A ICAR, incapaz de inovar, para manter fiel a clientela, acaba por regressar aos velhos truques numa sociedade alfabetizada. Os milagres muito batidos, o aparecimento da Virgem (a obsessão pela virgindade é esquizofrénica) a uns pobres de espírito a quem transmite recados do seu divino filho, visitas do Cristo, ele próprio, a uns inocentes a quem faz pedidos patetas e um ror de prodígios capaz de adormecer crianças e imbecilizar adultos, são os truques em que reincide para manter a quota de mercado e alargar a base de apoio.

Nem ao menos se lembra de encomendar hóstias com sabores às pastelarias diocesanas, perfumar a água benta com aromas testados à saída da missa pela pituitária dos devotos, temperar a água com que baptiza as crianças, evitando o choro e o resfriado, ou inovar a música e ultrapassar o cantochão. Até os chocalhos que anunciam a passagem da hóstia pelo sacrário estão desafinados e distorcem o som com o verdete acumulado.

Bem sei que o passado pouco recomendável de muitos papas, bispos e padres não ajuda à propagação da fé e à frequência do culto. O livro de referência – a Bíblia – tão arcaico e cruel, tão cheio de incoerências e maldições, não ajuda Deus no seu prestígio, acusado de ser o seu autor.

Que resta, pois, à ICAR, perdido o medo do inferno, desinteressados homens e mulheres do destino da alma, incapaz de conter o consumo de carne de porco à sexta-feira, sem clientes para a compra de bulas e com o dízimo caído em desuso?
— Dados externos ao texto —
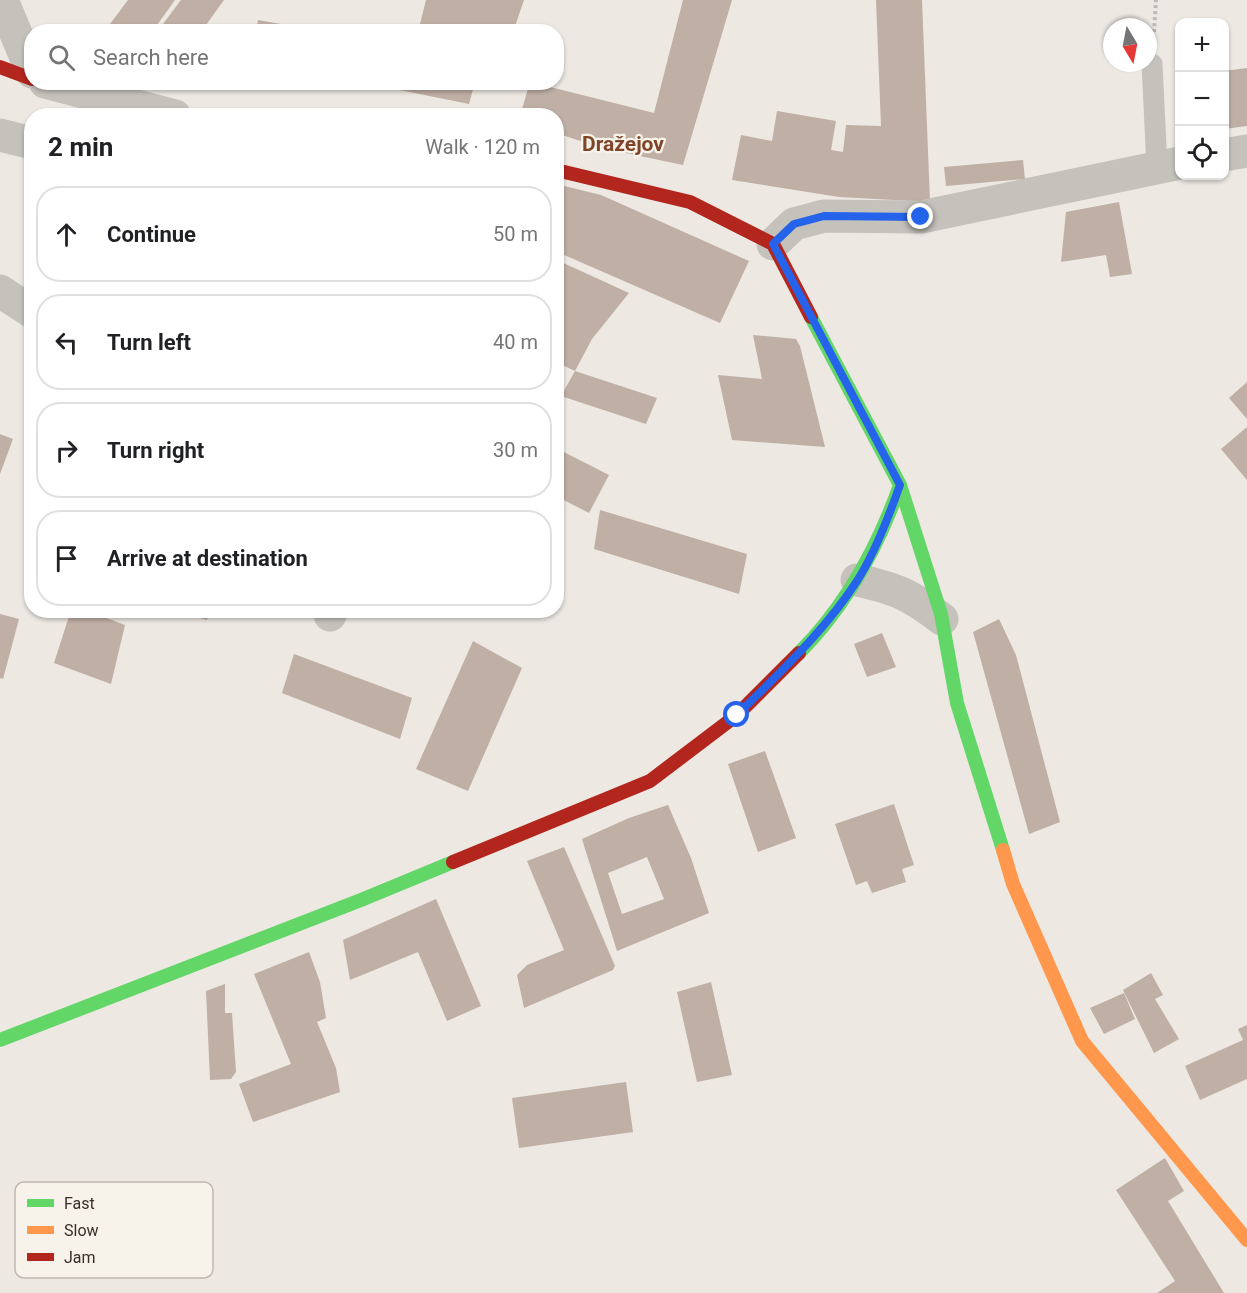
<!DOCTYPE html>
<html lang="en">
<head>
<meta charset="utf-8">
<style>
	:root { --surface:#fff; --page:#f2f2f2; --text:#202124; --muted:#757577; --line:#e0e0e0 }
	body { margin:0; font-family:Roboto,sans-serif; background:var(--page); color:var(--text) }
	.controls { position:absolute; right:18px; top:18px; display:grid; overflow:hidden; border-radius:12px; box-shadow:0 2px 4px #0004 }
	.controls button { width:54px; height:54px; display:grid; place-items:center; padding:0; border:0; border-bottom:2px solid var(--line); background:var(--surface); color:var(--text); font:30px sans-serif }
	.compass { position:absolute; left:1103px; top:18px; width:54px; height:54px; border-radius:50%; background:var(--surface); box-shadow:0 2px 4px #0004; rotate:170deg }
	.stop { position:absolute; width:18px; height:18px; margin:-14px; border:4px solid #2563eb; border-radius:50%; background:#fff }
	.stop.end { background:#2563eb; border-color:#fff; box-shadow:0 2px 6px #0008 }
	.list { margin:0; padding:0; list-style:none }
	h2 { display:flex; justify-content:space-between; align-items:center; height:78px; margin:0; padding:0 24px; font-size:26px }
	h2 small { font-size:20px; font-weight:400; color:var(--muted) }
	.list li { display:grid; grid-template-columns:39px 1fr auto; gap:18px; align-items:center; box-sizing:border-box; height:96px; margin:0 12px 12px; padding:0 12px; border:2px solid var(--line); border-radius:24px }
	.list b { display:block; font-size:22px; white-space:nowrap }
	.list em { font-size:20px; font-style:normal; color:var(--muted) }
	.icon { flex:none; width:33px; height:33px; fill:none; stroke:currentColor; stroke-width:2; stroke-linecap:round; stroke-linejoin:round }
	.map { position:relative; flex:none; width:1247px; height:1293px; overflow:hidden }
	.search { position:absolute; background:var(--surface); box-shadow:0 2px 4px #0004; left:24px; top:24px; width:540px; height:66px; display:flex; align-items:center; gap:15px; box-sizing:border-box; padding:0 21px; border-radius:24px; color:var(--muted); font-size:22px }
	.panel { position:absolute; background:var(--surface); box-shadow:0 2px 4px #0004; left:24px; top:108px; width:540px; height:510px; border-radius:24px }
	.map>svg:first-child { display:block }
	.building { fill:#bfafa5; fill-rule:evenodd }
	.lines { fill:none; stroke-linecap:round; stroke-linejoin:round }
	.path { stroke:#beb9b4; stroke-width:4; stroke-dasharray:3 3; stroke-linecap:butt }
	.lane { stroke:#c5c1bb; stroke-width:21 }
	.street { stroke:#c5c1bb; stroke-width:33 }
	.fast { stroke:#63d668; stroke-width:14 }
	.slow { stroke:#ff974d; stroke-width:14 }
	.jam { stroke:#b3261e; stroke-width:14 }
	.route { stroke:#2563eb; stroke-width:8 }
	.labels { text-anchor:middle; stroke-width:4.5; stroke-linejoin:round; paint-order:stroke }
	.quarter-label { font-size:21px; font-weight:bold; fill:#7f4528; stroke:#f8f3ea }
	.key { fill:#f8f3ea; stroke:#beb8b0; stroke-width:1.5 }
	.key-label { font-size:16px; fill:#362e29 }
</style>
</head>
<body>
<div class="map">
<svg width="1247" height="1293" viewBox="0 0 1247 1293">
	<rect width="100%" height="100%" fill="#ede8e2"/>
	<path class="building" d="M128,0H175L152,32H104Z
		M181,0H224L201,32H157Z
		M426,0H524L513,32H418Z
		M683,0H732L683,165L602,148L556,133V116H520L530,82L654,113Z
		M876,0H922L930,202L839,197L732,180L741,135L772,141L777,111L836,121L831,150L843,152L846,125L881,126Z
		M258,20L315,30V32H256Z
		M1247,68V126L1224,129V71Z
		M360,82H475L469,104Z
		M1023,160L1025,179L946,186L944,167Z
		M31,173H32L31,197L28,185Z
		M556,184L601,195L749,261L720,323L562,254L559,261L629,293L592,339L575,371L657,398L646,424L561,396L575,371L556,362Z
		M1119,202L1132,274L1110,277L1106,255L1061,262L1066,212Z
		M753,335L796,339L800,346L825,447L732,440L718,375L762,379Z
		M1247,382V419L1229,398Z
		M1247,427V480L1221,449Z
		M0,434L13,439L0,474Z
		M556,448L609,475L589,513L556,496Z
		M600,510L747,554L739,594L594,549Z
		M71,610H85L125,625L111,684L54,663Z
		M174,610H210L207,620Z
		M0,614L19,619L3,679L0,678Z
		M999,619L1016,655L1060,822L1029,834L973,632Z
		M882,633L896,667L867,677L854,644Z
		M473,641L522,668L468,791L416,769Z
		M294,654L412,698L400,739L282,693Z
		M765,751L796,838L758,852L728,764Z
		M894,804L914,865L902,869L906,882L872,893L867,881L856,885L835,824Z
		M668,805L691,858L709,913L617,951L582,839L629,818ZM647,857L664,899L622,914L608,873Z
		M564,847L615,966L613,970L524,1008L517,975L527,965L564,950L527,861Z
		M436,899L481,1006L447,1021L418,952L350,980L343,940Z
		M309,952L320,982L326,1018L317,1022L336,1068L340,1092L253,1122L239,1084L291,1064L254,974Z
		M1151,973L1163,995L1155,999L1179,1039L1154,1053L1123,990Z
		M711,982L732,1075L697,1082L677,992Z
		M225,984V1013H232L236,1072L231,1079L210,1080L206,991Z
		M1124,993L1135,1019L1104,1034L1090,1008Z
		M1247,1025V1079L1200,1100L1185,1066L1243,1040L1238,1029Z
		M626,1082L633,1132L519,1148L512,1098Z
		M1165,1158L1184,1191L1168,1201L1224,1293H1157L1175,1281L1116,1190Z"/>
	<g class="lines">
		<path class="path" d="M1154,32L1156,0"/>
		<path class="lane" d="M1152,64L1157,167"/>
		<path class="street" d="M2,0L32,72
			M45,82L175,116
			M0,135L32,143
			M1224,155L1247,151
			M773,244L794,224L824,216L921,217L1180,163
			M0,291L32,312
			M857,580C897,589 909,594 942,619
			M329,610L330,615"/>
		<path class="fast" d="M811,317L900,485L941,614L957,703L1003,850
			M799,653C846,606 878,547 900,485
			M0,1040L361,900L453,862"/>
		<path class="slow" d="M1003,850L1013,884L1082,1041L1247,1240"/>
		<path class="jam" d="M0,67L32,79
			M556,170L690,202L773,244L811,317
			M453,862L650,781L737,715L799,653"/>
	</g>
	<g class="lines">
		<path class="route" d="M737,715C779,673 824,632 857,581C875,553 889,516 900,485L773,244L794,224L824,216L921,217"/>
	</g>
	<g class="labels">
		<g class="quarter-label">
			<text x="623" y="151">Dražejov</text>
		</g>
	</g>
	<rect x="15" y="1182" width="198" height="96" rx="9" class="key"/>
	<rect x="27" y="1199" width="27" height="8" fill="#63d668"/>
	<rect x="27" y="1226" width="27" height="8" fill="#ff974d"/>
	<rect x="27" y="1253" width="27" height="8" fill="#b3261e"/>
	<g class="key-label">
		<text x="64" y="1209">Fast</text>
		<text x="64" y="1236">Slow</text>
		<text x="64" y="1263">Jam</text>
	</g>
</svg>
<div class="controls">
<button>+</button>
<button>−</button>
<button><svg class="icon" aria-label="locate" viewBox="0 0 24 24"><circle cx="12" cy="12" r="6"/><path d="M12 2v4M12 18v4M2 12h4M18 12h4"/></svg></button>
</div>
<svg class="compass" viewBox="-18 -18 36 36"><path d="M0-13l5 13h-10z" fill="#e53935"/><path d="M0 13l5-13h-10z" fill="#757577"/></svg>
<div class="stop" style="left:737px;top:715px"></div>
<div class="stop end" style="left:921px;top:217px"></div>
<div class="search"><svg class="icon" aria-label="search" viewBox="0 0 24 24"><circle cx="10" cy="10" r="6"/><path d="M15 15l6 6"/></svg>Search here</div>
<section class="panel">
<h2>2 min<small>Walk · 120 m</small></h2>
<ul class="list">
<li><svg class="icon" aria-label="ahead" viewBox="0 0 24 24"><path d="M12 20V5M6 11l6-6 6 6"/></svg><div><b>Continue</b></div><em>50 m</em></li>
<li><svg class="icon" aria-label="left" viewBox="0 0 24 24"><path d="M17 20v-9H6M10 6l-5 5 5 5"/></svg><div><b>Turn left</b></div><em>40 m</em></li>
<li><svg class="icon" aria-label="right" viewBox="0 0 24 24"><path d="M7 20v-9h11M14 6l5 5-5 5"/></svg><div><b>Turn right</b></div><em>30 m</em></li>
<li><svg class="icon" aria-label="arrive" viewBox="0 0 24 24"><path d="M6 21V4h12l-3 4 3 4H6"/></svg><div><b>Arrive at destination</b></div></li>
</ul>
</section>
</div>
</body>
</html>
Cada vez se encontra em maiores dificuldades para introduzir no código penal o pecado como crime. Não consegue para os pecados veniais uma simples coima nem para os mortais uma pena de prisão. A blasfémia é ignorada em juízo, o divórcio é facilitado e o adultério deixou de interessar o Estado. Apenas o aborto consegue ainda, em países de forte poder clerical, devassar a vida íntima das mulheres e submetê-las ao vexame de um julgamento e ao opróbrio da prisão. Mesmo a apostasia, que é para os pios doutores da ICAR, uma ofensa imperdoável, é uma prática corrente com crescente popularidade.
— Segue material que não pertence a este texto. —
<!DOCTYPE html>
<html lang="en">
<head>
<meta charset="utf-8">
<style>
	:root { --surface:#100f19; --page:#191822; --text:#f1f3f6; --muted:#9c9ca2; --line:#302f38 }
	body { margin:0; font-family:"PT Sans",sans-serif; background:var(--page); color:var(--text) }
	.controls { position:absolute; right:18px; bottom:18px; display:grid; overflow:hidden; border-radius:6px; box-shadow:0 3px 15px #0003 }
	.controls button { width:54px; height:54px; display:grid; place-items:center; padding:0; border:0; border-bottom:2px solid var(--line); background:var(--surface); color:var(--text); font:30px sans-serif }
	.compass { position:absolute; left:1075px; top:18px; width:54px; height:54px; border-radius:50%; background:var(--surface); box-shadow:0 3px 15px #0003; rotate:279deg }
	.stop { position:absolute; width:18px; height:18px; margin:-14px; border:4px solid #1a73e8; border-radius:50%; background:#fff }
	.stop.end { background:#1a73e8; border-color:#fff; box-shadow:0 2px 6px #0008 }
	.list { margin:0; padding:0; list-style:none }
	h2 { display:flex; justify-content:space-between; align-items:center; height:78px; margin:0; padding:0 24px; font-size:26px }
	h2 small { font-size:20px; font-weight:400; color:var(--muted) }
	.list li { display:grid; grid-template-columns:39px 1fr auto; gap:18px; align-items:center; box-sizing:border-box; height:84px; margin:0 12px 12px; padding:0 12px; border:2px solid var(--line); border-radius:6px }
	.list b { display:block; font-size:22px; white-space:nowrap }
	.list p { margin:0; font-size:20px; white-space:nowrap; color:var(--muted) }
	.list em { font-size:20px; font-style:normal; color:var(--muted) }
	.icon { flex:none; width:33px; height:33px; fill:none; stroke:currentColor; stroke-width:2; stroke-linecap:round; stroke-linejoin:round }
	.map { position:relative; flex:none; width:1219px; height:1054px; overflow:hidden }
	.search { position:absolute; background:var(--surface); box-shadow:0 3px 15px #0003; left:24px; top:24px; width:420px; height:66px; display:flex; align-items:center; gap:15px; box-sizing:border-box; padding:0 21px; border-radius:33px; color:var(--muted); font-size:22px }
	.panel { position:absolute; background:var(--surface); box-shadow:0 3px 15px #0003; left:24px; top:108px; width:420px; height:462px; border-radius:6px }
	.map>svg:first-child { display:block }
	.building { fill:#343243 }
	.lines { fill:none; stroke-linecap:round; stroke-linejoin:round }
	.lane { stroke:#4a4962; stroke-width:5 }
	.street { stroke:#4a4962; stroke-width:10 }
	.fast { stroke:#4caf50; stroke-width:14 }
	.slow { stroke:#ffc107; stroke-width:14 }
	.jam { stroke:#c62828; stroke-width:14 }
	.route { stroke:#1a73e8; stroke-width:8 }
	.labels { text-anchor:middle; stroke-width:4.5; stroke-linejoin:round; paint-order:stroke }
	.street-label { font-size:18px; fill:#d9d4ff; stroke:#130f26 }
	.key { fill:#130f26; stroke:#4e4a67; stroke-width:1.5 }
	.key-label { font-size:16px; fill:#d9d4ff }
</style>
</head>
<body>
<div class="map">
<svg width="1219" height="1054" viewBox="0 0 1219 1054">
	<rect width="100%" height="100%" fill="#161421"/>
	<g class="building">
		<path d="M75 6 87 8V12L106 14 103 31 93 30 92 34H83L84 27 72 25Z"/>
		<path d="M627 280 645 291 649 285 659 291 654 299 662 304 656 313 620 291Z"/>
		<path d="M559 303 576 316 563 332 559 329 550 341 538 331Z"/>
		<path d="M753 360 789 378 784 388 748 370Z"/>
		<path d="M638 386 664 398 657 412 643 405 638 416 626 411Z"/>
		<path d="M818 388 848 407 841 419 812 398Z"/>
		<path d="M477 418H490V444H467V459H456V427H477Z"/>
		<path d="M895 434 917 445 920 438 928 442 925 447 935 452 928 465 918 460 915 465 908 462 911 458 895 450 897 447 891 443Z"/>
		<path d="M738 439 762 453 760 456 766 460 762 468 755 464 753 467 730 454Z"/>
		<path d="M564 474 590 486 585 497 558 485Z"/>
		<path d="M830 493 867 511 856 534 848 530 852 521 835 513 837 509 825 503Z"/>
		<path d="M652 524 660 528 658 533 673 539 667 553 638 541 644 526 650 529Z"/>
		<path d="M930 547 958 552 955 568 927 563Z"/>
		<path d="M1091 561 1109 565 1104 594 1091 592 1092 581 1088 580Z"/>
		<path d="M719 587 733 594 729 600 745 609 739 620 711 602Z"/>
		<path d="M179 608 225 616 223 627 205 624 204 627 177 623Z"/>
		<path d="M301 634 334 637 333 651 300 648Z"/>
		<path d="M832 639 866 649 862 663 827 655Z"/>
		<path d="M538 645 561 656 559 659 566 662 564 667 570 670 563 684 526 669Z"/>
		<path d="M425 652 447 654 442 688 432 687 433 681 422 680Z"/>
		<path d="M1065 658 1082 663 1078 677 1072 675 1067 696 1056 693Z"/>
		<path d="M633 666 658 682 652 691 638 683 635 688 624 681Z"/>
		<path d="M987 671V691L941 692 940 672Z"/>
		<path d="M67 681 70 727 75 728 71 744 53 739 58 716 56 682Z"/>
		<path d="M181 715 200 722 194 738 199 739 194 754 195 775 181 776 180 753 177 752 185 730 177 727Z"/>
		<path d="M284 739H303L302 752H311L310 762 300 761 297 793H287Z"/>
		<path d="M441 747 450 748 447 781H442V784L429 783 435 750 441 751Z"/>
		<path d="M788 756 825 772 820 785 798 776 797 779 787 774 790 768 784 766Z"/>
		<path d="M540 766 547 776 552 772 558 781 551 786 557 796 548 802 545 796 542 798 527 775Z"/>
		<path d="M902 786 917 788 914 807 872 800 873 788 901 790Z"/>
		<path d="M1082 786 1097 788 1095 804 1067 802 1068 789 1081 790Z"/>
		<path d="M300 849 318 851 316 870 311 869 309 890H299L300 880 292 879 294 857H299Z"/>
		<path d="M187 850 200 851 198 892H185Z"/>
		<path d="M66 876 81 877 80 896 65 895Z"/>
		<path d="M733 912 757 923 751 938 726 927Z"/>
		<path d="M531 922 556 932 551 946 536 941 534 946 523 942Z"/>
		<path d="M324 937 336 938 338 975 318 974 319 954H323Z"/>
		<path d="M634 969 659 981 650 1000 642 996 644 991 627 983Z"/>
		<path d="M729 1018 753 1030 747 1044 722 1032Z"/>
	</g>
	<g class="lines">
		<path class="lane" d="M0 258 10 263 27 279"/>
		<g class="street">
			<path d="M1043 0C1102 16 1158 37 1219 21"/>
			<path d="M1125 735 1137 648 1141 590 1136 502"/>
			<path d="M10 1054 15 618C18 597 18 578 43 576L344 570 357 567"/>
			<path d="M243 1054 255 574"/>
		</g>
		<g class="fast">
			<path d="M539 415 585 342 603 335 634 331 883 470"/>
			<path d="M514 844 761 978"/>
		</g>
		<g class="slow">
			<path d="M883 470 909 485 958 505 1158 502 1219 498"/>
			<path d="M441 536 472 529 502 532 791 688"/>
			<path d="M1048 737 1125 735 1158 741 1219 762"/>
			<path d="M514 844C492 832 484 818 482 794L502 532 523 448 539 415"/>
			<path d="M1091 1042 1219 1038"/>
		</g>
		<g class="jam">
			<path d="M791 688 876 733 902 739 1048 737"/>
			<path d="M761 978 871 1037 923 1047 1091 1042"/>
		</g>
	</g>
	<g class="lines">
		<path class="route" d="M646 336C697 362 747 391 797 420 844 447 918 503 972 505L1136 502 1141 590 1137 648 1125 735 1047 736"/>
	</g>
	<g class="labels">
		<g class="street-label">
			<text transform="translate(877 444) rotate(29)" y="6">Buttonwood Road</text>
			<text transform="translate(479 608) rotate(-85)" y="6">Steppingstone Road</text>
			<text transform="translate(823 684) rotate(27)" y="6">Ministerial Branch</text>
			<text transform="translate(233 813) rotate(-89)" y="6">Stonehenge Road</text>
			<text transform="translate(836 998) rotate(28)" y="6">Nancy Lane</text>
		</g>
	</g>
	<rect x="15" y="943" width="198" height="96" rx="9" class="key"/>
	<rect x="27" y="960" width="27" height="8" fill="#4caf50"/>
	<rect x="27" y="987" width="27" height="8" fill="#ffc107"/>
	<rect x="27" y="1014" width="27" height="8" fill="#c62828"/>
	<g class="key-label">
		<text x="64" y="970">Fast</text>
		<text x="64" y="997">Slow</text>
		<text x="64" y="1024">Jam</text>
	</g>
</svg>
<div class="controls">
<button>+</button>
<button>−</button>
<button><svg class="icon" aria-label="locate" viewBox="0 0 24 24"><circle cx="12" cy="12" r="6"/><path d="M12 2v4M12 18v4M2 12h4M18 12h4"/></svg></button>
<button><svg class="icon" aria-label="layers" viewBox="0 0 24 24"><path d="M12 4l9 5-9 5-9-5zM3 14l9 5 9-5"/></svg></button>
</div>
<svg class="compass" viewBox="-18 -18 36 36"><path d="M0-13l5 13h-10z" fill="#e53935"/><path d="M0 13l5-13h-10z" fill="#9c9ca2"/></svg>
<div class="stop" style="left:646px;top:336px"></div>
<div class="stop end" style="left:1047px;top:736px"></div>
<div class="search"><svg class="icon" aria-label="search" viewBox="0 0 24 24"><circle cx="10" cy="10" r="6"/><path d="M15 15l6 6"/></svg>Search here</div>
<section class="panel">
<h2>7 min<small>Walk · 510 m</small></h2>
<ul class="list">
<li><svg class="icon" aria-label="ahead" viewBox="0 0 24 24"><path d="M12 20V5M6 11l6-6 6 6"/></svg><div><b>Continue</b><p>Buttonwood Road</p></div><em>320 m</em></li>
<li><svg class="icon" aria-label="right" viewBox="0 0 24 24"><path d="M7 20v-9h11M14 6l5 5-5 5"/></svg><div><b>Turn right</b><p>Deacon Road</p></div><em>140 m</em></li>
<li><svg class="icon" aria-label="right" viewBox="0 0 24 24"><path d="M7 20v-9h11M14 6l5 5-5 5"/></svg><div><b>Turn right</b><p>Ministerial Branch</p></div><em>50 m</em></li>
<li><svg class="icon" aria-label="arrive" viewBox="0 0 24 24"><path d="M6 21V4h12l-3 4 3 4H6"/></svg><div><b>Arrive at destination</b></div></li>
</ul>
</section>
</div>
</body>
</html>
Assim, resta à ICAR vociferar contra o preservativo, atirar-se à pílula como S. Tiago aos mouros e execrar a investigação em células estaminais. Já poucos lhe ligam quando apostrofa a eutanásia, afronta a proibição do ensino da religião nas escolas do Estado ou injuria os casamentos homossexuais.

Os últimos padres vão enegrecer ao fumo das velas, abandonados pelos crentes, proibidos de ter uma companheira que lhes alivie a solidão, enquanto os bispos e o papa satisfazem o narcisismo com a riqueza e o colorido dos paramentos. Acabam por descrer da virtude da Igreja, da bondade do seu Deus e a renunciar à salvação da alma.